REQUIRED WORK: Up to and including the line containing "Input: one rendered", please reproduce the lines of the listing below, starting from the top.

━━━ MATERIAL SHOWN ━━━

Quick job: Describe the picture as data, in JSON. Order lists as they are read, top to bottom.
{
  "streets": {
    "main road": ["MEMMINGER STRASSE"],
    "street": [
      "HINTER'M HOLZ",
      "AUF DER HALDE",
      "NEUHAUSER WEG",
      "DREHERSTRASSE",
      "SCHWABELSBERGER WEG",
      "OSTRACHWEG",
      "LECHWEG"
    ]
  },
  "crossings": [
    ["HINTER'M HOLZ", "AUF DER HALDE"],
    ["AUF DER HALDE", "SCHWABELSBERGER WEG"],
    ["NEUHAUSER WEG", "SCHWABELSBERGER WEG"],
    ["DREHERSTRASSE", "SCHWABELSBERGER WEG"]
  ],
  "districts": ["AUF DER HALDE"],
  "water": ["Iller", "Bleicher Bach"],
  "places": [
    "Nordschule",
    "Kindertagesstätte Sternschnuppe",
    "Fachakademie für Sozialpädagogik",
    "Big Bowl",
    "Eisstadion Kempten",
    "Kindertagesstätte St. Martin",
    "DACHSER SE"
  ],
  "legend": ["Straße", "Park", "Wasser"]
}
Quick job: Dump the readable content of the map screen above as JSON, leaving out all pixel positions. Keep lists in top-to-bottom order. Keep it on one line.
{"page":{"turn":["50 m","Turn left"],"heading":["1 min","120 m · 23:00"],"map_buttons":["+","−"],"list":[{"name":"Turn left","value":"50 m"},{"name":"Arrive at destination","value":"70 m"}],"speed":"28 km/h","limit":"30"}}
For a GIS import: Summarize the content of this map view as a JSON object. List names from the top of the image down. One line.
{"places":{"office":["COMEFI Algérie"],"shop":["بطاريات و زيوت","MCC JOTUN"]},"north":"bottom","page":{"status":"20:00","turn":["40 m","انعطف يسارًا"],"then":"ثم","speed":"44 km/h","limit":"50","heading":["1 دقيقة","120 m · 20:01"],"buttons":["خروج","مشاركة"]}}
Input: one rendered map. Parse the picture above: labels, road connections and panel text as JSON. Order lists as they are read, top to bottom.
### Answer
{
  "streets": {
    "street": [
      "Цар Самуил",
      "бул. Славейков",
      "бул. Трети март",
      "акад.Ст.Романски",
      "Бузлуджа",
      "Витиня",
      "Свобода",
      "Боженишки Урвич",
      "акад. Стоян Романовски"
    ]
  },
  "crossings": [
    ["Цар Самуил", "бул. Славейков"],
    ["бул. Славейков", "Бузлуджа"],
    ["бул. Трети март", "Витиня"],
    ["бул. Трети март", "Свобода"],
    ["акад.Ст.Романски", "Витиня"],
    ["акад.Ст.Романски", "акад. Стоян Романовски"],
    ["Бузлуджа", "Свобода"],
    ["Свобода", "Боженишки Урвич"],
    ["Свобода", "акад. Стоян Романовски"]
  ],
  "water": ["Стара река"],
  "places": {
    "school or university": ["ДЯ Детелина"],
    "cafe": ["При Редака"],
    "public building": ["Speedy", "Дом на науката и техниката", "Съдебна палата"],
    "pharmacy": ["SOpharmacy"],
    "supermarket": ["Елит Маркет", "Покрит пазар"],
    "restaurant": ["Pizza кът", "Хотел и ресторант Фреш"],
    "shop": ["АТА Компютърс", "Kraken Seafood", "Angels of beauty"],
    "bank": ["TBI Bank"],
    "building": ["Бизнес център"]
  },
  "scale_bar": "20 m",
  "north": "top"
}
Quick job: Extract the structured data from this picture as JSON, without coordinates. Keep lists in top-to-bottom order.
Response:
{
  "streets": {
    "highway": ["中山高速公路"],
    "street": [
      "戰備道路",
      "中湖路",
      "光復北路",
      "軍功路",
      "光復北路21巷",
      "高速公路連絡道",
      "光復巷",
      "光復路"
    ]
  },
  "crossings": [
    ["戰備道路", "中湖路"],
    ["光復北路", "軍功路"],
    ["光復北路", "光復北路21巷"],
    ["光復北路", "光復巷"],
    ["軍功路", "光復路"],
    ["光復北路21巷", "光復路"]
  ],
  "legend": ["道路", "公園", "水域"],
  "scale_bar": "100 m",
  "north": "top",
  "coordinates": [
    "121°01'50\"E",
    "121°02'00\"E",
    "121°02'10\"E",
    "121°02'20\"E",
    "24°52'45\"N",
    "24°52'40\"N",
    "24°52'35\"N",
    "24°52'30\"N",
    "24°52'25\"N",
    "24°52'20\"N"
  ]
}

━━━

ANSWER FOR THE TASK:
Quick job: Describe the picture as data, in JSON. Order lists as they are read, top to bottom.
{
  "streets": {
    "main road": ["MEMMINGER STRASSE"],
    "street": [
      "HINTER'M HOLZ",
      "AUF DER HALDE",
      "NEUHAUSER WEG",
      "DREHERSTRASSE",
      "SCHWABELSBERGER WEG",
      "OSTRACHWEG",
      "LECHWEG"
    ]
  },
  "crossings": [
    ["HINTER'M HOLZ", "AUF DER HALDE"],
    ["AUF DER HALDE", "SCHWABELSBERGER WEG"],
    ["NEUHAUSER WEG", "SCHWABELSBERGER WEG"],
    ["DREHERSTRASSE", "SCHWABELSBERGER WEG"]
  ],
  "districts": ["AUF DER HALDE"],
  "water": ["Iller", "Bleicher Bach"],
  "places": [
    "Nordschule",
    "Kindertagesstätte Sternschnuppe",
    "Fachakademie für Sozialpädagogik",
    "Big Bowl",
    "Eisstadion Kempten",
    "Kindertagesstätte St. Martin",
    "DACHSER SE"
  ],
  "legend": ["Straße", "Park", "Wasser"]
}
Quick job: Dump the readable content of the map screen above as JSON, leaving out all pixel positions. Keep lists in top-to-bottom order. Keep it on one line.
{"page":{"turn":["50 m","Turn left"],"heading":["1 min","120 m · 23:00"],"map_buttons":["+","−"],"list":[{"name":"Turn left","value":"50 m"},{"name":"Arrive at destination","value":"70 m"}],"speed":"28 km/h","limit":"30"}}
For a GIS import: Summarize the content of this map view as a JSON object. List names from the top of the image down. One line.
{"places":{"office":["COMEFI Algérie"],"shop":["بطاريات و زيوت","MCC JOTUN"]},"north":"bottom","page":{"status":"20:00","turn":["40 m","انعطف يسارًا"],"then":"ثم","speed":"44 km/h","limit":"50","heading":["1 دقيقة","120 m · 20:01"],"buttons":["خروج","مشاركة"]}}
Input: one rendered map. Parse the picture above: labels, road connections and panel text as JSON. Order lists as they are read, top to bottom.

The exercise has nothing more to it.